Bimo sendiri masih optimistis otoritas pajak yang dipimpinnya akan mampu mengejar sisa target penerimaan pajak. Dia juga cukup yakin penerimaan pajak masih sesuai outlook APBN 2025. “Sesuai outlook Insyaallah,” tukas Bimo.

Di sisi lain, Menteri Keuangan Purbaya Yudhi Sadewa ketika ditemui Bisnis masih merahasiakan strategi apa saja yang akan ditempuh untuk mengejar target penerimaan pajak. Purbaya hanya mengatakan akan bertemu beberapa pihak pekan ini. “Ada beberapa effort yang akan kami lakukan, tetapi belum bisa saya sampaikan. Saya akan menemui beberapa pihak dalam seminggu ini, harusnya sih tidak ada masalah.”  

Proyeksi Pengamat 

Adapun Pengajar Ilmu Administrasi Fiskal Universitas Indonesia Prianto Budi Saptono memperkirakan penerimaan hingga akhir tahun hanya akan mencapai Rp1.703,1 triliun atau sekitar 82% dari outlook, jika tren Januari–Agustus berlanjut tanpa perubahan signifikan.

“Proyeksi Januari—Desember 2025 dalam rupiah: Rp1.135,40 triliun x 1/8 x 12 = Rp1.703,1 triliun. Proyeksi Januari—Desember 2025 dalam persen: Rp1.703,1 triliun Rp2.076,90 triliun x 100% = 82%,” jelas Prianto, Senin (22/9/2025).

Dia menyoroti enam langkah program hasil cepat (quick win) Menteri Keuangan Purbaya Yudhi Sadewa, yang dinilai tidak serta merta bisa mendongkrak penerimaan dalam waktu singkat.

Pertama, penempatan dana pemerintah di bank BUMN diharapkan mendorong kredit, konsumsi, dan tenaga kerja sehingga memperluas basis PPN dalam negeri. Namun, Prianto mengingatkan adanya risiko investasi fiktif bila prinsip kehati-hatian perbankan longgar. Kedua, penagihan terhadap 200 penunggak pajak besar dengan target Rp50–60 triliun bergantung pada ketersediaan aset yang bisa segera dilelang.

Ketiga, penegakan hukum lewat joint program berpotensi menambah penerimaan bila wajib pajak patuh, tetapi berisiko molor jika kasus masuk pengadilan. Keempat, pertukaran data antarinstansi berdasarkan Pasal 35A UU KUP belum langsung berdampak karena data perlu klarifikasi melalui SP2DK.
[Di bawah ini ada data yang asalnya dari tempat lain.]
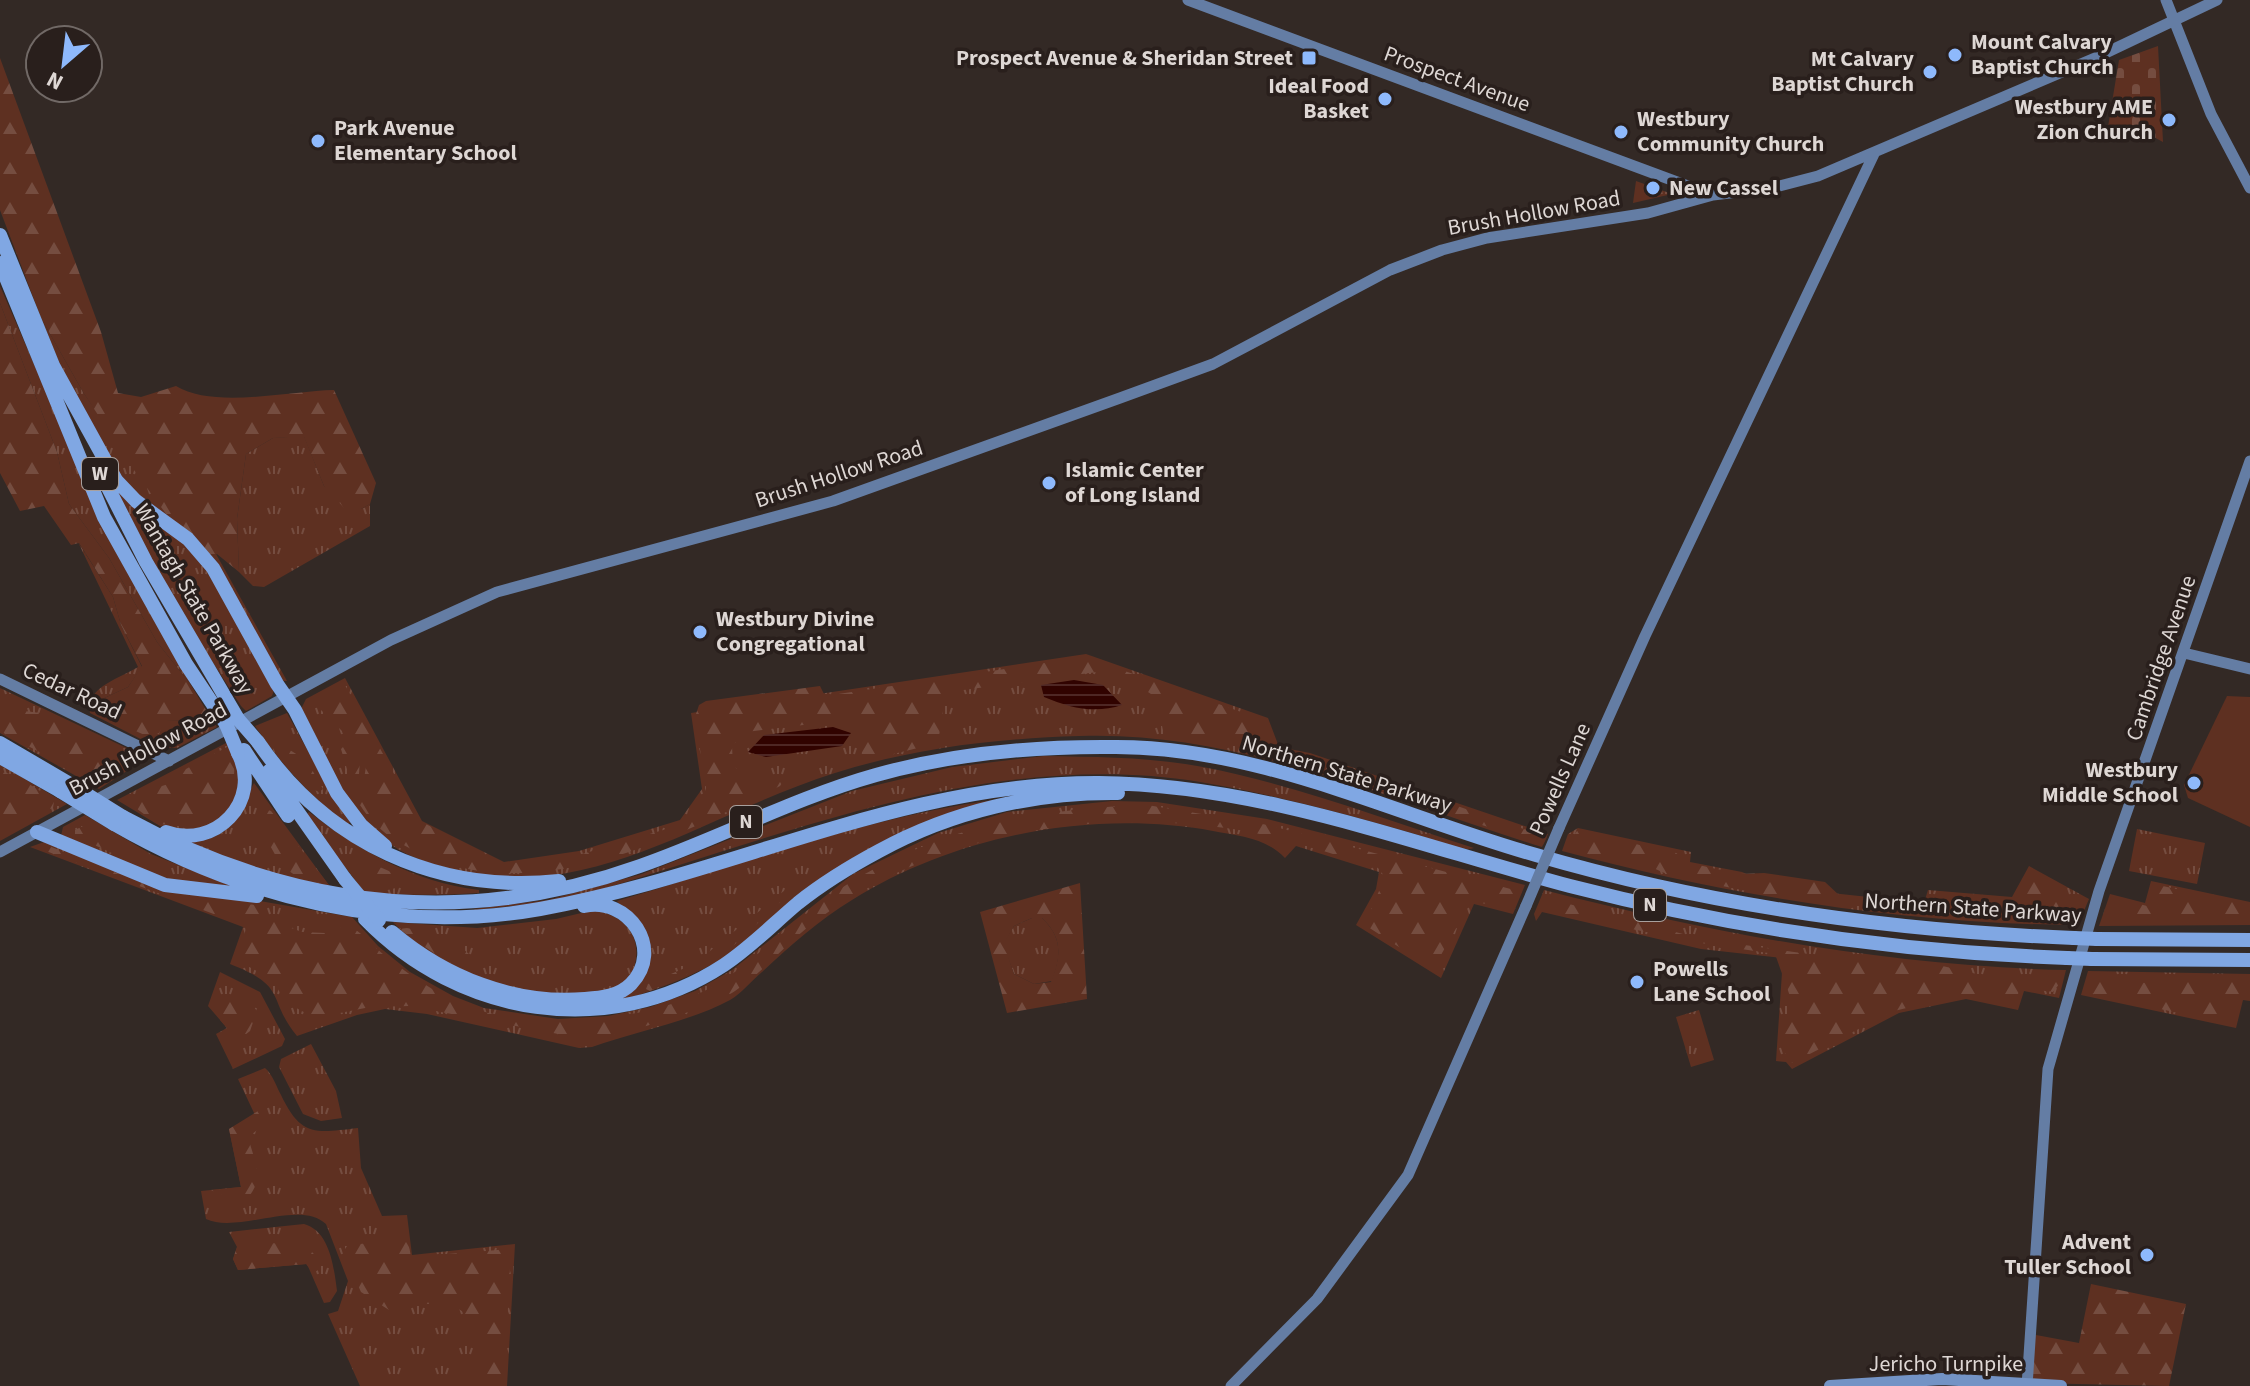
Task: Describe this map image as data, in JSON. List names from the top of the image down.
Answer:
{
  "streets": {
    "highway": [
      "W",
      "Wantagh State Parkway",
      "Northern State Parkway",
      "N"
    ],
    "main road": [
      "Prospect Avenue",
      "Brush Hollow Road",
      "Cambridge Avenue",
      "Cedar Road",
      "Powells Lane",
      "Jericho Turnpike"
    ]
  },
  "crossings": [
    ["Prospect Avenue", "Brush Hollow Road"],
    ["Brush Hollow Road", "Cedar Road"],
    ["Brush Hollow Road", "Powells Lane"],
    ["Cambridge Avenue", "Jericho Turnpike"]
  ],
  "places": {
    "other": [
      "Mount Calvary Baptist Church",
      "Mt Calvary Baptist Church",
      "Ideal Food Basket",
      "Westbury AME Zion Church",
      "Westbury Community Church",
      "Park Avenue Elementary School",
      "New Cassel",
      "Islamic Center of Long Island",
      "Westbury Divine Congregational",
      "Westbury Middle School",
      "Powells Lane School",
      "Advent Tuller School"
    ],
    "transit": ["Prospect Avenue & Sheridan Street"]
  },
  "north": "bottom left"
}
Kelima, perbaikan Coretax masih menyisakan masalah downtime dan kompleksitas sistem. Stabilitas penuh baru ditargetkan akhir 2025 sehingga kontribusinya terbatas tahun ini. Keenam, penindakan cukai rokok ilegal hanya efektif bila distributor besar bisa ditindak. Jika tidak, tambahan penerimaan minim.
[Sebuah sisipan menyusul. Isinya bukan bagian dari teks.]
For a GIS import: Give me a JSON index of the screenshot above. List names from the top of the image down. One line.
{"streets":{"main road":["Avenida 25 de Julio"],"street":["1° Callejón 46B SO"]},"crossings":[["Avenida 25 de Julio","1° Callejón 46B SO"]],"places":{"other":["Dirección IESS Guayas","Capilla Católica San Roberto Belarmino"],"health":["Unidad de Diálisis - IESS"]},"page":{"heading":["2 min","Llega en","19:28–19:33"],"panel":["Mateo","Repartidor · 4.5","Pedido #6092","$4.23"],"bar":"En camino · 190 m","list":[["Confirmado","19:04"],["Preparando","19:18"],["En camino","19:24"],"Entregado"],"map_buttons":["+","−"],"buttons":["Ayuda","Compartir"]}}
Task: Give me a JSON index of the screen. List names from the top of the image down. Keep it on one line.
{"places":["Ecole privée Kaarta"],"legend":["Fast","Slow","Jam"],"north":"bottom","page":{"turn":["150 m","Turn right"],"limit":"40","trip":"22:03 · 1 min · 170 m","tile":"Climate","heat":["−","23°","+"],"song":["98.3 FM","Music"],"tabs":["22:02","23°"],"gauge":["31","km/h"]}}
Senada, Direktur Eksekutif MUC Tax Research Wahyu Nuryanto menilai outlook penerimaan pajak Rp2.076,9 triliun sulit tercapai. Hingga Agustus, capaian baru 54,7% dari target, lebih rendah dibanding 63,25% pada periode yang sama tahun lalu.

“Sebagai gambaran, capaian ini pada periode yang sama merupakan yang terendah dalam lima tahun terakhir. Meskipun berat, tapi bukan tidak mungkin untuk dicapai,” ujar Wahyu.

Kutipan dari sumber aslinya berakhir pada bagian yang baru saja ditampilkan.